54. Quant à la Cour suprême de justice, la requérante avance que celle-ci n’a pas été en mesure d’effectuer un contrôle adéquat et équitable des décisions du CSM et n’a pas réparé les défauts des étapes antérieures de la procédure. Enfin, elle soutient que les juges de cette Haute juridiction, dont les carrières dépendaient également du CSM, n’ont pas non plus démontré avoir été indépendants et impartiaux.

b) Le Gouvernement

55. Le Gouvernement rétorque d’abord que le collège disciplinaire représente un tribunal au sens de l’article 6 de la Convention. Il avance que cette autorité relève d’un mécanisme d’autogouvernance public destiné à assurer le fonctionnement du système judiciaire à travers le contrôle qu’il opère sur les faits qui compromettent ou qui pourraient compromettre l’autorité de la justice. Il soutient que le collège disciplinaire est une autorité indépendante qui se prononce sur la responsabilité disciplinaire des juges, qui inflige, le cas échéant, des sanctions disciplinaires et qui délivre des décisions obligatoires. Même si cet organe a été créé auprès du CSM, le Gouvernement argue que ce dernier fournit au premier seulement une assistance organisationnelle et de secrétariat, et que le collège disciplinaire est une entité séparée, régie par une loi distincte. Il précise que les membres du CSM ne peuvent pas être siéger au sein du collège disciplinaire, ce qui prouverait, à ses yeux, l’indépendance de ce dernier. Il soutient également que les deux décisions du collège disciplinaire à l’égard de la requérante ont été adoptées par une majorité de membres juges.

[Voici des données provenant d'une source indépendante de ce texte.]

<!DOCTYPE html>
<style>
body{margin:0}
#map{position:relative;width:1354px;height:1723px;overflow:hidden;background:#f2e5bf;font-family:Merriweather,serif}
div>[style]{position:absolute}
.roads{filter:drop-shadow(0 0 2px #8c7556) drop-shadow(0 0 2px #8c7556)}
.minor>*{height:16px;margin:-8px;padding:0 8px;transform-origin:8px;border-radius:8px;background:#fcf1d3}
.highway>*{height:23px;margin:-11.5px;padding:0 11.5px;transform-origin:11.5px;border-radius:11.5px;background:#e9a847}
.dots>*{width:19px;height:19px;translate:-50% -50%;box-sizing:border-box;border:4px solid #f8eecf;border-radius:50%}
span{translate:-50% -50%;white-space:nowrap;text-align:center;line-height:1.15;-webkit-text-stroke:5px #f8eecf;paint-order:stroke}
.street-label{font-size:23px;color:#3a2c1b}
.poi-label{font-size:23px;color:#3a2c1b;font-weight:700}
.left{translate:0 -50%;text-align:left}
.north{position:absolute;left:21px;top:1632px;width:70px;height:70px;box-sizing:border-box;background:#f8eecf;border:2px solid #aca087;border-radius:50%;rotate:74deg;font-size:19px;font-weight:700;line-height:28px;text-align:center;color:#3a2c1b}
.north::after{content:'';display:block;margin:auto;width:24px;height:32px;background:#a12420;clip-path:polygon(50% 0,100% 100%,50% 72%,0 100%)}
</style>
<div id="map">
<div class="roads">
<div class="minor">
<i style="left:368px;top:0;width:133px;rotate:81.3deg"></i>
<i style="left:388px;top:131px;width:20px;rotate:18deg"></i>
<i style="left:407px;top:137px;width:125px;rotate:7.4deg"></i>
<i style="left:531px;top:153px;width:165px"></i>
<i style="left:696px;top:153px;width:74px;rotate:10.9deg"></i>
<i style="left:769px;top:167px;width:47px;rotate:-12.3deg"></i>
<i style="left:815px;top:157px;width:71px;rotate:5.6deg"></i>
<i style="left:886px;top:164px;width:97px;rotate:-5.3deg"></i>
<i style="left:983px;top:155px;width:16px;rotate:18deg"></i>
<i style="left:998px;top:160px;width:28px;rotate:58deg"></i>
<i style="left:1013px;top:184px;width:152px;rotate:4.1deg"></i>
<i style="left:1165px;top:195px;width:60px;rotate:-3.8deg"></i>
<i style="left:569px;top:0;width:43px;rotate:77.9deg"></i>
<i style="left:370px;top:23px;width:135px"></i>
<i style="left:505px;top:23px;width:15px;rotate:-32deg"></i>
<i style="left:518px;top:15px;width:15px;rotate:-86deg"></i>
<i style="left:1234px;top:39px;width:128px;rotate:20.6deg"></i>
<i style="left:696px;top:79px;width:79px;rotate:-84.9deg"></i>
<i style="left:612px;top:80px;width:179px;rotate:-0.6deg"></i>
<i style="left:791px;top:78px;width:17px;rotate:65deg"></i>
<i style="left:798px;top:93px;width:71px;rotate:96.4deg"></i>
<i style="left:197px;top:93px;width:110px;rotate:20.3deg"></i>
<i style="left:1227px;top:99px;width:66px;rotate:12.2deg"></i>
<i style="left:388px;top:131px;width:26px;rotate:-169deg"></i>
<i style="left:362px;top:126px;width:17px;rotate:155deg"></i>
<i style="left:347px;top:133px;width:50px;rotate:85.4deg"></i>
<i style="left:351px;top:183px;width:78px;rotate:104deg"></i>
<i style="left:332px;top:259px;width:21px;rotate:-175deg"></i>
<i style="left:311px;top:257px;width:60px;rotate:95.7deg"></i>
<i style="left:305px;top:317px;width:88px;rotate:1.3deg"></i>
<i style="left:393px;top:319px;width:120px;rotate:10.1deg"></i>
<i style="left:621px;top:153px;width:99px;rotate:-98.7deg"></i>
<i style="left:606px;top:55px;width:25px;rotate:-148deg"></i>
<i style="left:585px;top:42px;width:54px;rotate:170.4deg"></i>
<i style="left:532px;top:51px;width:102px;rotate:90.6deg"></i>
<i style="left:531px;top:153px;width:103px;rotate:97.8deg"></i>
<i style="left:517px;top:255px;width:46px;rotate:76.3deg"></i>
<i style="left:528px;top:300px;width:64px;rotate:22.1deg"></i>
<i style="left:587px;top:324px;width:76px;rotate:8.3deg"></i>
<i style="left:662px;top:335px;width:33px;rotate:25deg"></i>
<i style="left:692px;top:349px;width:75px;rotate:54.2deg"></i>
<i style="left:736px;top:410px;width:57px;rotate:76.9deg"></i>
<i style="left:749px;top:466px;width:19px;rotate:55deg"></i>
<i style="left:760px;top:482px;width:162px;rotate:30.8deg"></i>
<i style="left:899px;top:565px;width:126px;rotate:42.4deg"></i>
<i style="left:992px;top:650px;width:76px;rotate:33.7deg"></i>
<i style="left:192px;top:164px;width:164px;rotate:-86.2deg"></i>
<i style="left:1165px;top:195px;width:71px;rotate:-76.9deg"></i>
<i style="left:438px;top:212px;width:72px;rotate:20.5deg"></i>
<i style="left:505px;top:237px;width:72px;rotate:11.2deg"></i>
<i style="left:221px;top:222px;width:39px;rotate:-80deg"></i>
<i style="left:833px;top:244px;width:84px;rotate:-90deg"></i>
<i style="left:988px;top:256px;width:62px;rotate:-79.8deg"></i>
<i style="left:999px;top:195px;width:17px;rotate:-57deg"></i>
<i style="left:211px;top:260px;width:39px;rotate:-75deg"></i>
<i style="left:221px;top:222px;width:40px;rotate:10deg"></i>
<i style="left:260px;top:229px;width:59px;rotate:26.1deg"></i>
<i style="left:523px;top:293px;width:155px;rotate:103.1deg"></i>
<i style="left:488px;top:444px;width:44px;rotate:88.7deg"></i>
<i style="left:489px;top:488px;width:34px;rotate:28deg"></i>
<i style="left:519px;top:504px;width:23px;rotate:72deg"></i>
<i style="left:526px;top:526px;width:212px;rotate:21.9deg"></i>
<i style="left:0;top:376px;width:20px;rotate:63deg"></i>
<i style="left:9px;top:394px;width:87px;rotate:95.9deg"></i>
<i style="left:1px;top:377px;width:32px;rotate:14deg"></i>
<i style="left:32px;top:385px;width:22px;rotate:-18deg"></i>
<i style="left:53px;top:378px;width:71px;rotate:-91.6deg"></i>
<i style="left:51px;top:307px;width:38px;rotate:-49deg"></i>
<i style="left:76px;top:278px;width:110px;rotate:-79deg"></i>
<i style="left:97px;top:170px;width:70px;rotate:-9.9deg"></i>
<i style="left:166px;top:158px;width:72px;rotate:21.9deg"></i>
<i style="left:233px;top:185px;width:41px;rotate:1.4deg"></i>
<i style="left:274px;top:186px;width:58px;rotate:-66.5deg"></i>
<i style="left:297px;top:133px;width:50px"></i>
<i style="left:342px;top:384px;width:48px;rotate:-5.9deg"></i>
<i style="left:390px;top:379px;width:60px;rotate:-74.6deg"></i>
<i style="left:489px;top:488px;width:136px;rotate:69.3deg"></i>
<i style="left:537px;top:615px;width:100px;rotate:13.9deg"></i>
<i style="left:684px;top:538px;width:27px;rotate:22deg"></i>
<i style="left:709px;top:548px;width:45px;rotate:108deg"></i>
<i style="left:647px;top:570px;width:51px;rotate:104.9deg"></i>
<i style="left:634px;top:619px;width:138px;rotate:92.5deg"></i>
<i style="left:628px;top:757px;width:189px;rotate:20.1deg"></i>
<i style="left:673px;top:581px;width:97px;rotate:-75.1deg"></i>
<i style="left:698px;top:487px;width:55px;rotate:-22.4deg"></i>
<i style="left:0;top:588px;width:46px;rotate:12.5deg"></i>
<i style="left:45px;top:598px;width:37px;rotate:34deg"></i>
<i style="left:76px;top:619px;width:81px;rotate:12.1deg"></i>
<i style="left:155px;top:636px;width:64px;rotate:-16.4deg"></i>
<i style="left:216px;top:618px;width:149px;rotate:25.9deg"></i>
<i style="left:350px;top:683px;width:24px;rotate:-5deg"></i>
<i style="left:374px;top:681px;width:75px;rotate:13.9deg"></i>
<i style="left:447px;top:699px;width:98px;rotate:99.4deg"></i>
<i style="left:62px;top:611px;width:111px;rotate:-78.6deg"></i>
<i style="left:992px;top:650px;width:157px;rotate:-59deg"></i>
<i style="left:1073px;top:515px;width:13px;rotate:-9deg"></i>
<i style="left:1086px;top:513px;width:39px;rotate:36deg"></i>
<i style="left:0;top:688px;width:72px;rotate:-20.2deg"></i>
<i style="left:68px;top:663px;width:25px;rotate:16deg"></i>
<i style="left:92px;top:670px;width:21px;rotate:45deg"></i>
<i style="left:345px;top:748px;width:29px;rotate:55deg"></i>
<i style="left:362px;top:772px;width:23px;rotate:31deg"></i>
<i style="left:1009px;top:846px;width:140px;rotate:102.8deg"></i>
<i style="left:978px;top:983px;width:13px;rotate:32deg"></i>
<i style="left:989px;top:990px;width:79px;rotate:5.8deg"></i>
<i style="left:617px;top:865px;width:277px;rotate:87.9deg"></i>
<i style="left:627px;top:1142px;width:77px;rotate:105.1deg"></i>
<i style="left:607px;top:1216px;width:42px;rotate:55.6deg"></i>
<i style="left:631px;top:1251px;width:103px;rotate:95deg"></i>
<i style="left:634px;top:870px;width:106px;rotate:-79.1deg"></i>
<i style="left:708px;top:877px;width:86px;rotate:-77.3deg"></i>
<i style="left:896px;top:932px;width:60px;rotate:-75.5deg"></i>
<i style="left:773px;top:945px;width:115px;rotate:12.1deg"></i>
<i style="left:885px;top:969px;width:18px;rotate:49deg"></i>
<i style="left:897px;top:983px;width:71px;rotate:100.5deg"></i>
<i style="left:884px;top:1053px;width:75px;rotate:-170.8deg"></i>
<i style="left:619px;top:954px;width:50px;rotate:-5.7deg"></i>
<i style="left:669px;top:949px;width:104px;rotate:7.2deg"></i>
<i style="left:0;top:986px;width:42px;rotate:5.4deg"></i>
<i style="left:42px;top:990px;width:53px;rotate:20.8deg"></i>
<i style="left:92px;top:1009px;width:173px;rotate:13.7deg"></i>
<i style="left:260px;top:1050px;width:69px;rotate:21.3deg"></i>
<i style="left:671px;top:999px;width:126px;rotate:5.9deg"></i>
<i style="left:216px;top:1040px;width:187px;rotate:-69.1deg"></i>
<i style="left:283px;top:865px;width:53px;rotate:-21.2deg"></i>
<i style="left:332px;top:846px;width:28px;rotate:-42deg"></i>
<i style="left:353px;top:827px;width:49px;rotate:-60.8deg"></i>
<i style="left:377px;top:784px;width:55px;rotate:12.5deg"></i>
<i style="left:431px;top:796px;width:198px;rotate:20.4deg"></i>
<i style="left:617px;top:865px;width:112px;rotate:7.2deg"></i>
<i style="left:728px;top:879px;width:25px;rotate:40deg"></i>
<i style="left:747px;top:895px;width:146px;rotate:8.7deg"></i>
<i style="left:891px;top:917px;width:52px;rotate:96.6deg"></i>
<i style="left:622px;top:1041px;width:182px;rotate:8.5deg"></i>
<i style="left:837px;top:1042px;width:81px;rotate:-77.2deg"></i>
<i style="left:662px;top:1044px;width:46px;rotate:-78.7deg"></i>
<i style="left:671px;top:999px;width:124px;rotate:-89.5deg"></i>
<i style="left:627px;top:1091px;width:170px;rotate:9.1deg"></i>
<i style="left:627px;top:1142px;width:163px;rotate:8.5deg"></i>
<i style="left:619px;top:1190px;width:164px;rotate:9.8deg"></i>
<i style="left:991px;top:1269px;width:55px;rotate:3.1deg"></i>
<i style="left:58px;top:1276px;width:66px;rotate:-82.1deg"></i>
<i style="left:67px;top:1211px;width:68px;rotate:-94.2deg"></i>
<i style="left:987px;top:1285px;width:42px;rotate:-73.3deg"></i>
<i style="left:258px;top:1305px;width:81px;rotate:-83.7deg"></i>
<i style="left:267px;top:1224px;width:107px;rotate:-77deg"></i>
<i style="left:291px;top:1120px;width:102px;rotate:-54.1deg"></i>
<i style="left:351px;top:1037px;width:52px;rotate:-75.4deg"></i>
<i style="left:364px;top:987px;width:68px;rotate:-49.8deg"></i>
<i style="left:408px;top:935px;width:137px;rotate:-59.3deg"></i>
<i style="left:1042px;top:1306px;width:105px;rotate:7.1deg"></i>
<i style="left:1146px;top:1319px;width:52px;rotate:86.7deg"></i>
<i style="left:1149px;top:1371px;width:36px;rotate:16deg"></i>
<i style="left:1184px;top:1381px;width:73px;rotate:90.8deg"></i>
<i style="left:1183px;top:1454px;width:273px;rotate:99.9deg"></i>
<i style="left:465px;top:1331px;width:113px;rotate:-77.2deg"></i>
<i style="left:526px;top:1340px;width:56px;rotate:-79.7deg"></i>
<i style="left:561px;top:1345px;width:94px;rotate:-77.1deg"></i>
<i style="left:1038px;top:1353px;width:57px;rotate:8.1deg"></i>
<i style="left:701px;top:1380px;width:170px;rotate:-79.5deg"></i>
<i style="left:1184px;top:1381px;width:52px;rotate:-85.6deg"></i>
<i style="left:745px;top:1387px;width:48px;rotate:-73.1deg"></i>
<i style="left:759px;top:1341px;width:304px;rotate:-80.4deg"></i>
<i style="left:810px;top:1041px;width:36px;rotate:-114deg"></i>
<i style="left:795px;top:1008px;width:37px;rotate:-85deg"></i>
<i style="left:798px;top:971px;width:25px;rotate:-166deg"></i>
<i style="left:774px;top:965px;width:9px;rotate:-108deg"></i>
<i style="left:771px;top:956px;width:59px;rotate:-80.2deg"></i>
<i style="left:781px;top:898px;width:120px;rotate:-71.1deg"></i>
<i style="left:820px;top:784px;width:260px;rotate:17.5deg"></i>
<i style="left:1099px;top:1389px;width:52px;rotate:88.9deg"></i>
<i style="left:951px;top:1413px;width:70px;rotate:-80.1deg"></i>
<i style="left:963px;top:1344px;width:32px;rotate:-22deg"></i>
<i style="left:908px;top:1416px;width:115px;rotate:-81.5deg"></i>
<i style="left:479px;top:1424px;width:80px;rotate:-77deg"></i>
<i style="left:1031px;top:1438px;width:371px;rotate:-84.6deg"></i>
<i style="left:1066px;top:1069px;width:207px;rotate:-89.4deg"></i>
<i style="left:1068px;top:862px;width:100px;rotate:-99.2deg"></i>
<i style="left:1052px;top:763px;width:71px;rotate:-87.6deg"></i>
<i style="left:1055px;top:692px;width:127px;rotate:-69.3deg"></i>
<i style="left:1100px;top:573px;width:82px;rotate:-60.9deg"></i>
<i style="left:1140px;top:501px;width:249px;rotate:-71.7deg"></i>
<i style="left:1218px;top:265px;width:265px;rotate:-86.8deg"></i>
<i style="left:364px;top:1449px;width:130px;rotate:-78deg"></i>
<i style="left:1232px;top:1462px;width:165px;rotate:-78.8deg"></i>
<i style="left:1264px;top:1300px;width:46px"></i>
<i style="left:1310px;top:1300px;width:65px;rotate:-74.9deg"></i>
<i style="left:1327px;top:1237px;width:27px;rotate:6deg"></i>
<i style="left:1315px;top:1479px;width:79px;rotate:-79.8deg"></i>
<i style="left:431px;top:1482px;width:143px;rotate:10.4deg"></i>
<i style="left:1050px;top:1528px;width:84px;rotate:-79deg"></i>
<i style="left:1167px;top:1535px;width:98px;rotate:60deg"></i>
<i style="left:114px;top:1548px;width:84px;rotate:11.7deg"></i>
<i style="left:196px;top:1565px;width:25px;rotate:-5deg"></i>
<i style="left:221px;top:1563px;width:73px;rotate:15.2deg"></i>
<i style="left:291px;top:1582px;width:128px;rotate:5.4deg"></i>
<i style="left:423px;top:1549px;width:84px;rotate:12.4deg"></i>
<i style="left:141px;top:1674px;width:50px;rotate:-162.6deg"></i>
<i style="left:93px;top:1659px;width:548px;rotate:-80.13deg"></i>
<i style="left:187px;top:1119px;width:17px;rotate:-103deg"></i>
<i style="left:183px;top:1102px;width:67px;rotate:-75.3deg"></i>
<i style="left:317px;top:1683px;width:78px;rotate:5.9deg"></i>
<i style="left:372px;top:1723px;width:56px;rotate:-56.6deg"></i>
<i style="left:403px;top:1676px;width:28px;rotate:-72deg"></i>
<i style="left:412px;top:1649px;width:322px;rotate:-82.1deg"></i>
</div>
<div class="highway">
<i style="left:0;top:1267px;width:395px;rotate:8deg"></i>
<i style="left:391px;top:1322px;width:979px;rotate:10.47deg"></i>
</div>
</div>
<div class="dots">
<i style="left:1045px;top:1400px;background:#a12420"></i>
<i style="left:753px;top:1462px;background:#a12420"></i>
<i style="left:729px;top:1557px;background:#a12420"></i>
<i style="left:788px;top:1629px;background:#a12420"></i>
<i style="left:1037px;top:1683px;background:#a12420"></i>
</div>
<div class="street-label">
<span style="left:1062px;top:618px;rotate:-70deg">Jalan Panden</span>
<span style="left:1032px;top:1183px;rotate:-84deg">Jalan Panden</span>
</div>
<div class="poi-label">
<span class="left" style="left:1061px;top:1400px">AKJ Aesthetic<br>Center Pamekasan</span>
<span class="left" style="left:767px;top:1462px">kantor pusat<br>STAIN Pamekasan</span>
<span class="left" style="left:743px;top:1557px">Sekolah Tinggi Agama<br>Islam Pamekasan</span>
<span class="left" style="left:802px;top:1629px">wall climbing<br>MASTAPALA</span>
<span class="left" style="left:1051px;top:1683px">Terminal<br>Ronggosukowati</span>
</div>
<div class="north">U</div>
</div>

56. En outre, le Gouvernement assure que, dans le cadre de la procédure devant le collège disciplinaire, la requérante a bénéficié de toutes les garanties nécessaires. Il relève que celle-ci disposait du droit de participer aux audiences relatives à son affaire, d’être assistée par un défenseur, de demander à produire des preuves, de fournir des explications et de contester les décisions adoptées devant le CSM, et que la requérante a effectivement fait usage de ces droits.

57. Quant au CSM, le Gouvernement soutient que la présence du Procureur général n’a pas porté atteinte à l’indépendance et à l’impartialité de cette autorité. Il affirme que, en application de l’article 24 § 5 de la loi no 947 (paragraphe 24 ci-dessus), le Procureur général a seulement engagé des procédures disciplinaires à l’encontre de la requérante et que par la suite celui-ci n’a plus participé à ces procédures. Il avance que ce point distingue la présente affaire de l’affaire Oleksandr Volkov c. Ukraine (no 21722/11, 9 janvier 2013), où il était question de la présence du Procureur général au sein d’une autorité chargée de la nomination, de la sanction et de la révocation des juges. Le Gouvernement renvoie également aux conclusions opérées dans la décision du 28 juin 2012 de la Cour constitutionnelle, selon lesquelles la possibilité pour le Procureur général d’engager une procédure disciplinaire contre les juges ne porte pas atteinte au principe d’indépendance des juges ni au droit à un procès équitable (paragraphe 27 ci-dessus).

58. Il précise en outre que, dans le cadre de la première procédure disciplinaire contre la requérante, la moitié des membres du CSM étaient des juges, à savoir, cinq magistrats élus par leurs pairs auxquels s’ajoute le président de la Cour suprême de justice (sur un total de douze membres). Quant à la seconde procédure, il relève que les juges étaient majoritaires dans la composition du CSM : six juges élus par leurs pairs et le président de la Cour suprême de justice (toujours sur un total de douze membres). Le Gouvernement allègue que la composition du CSM dans les deux cas offrait des garanties suffisantes d’indépendance et d’impartialité.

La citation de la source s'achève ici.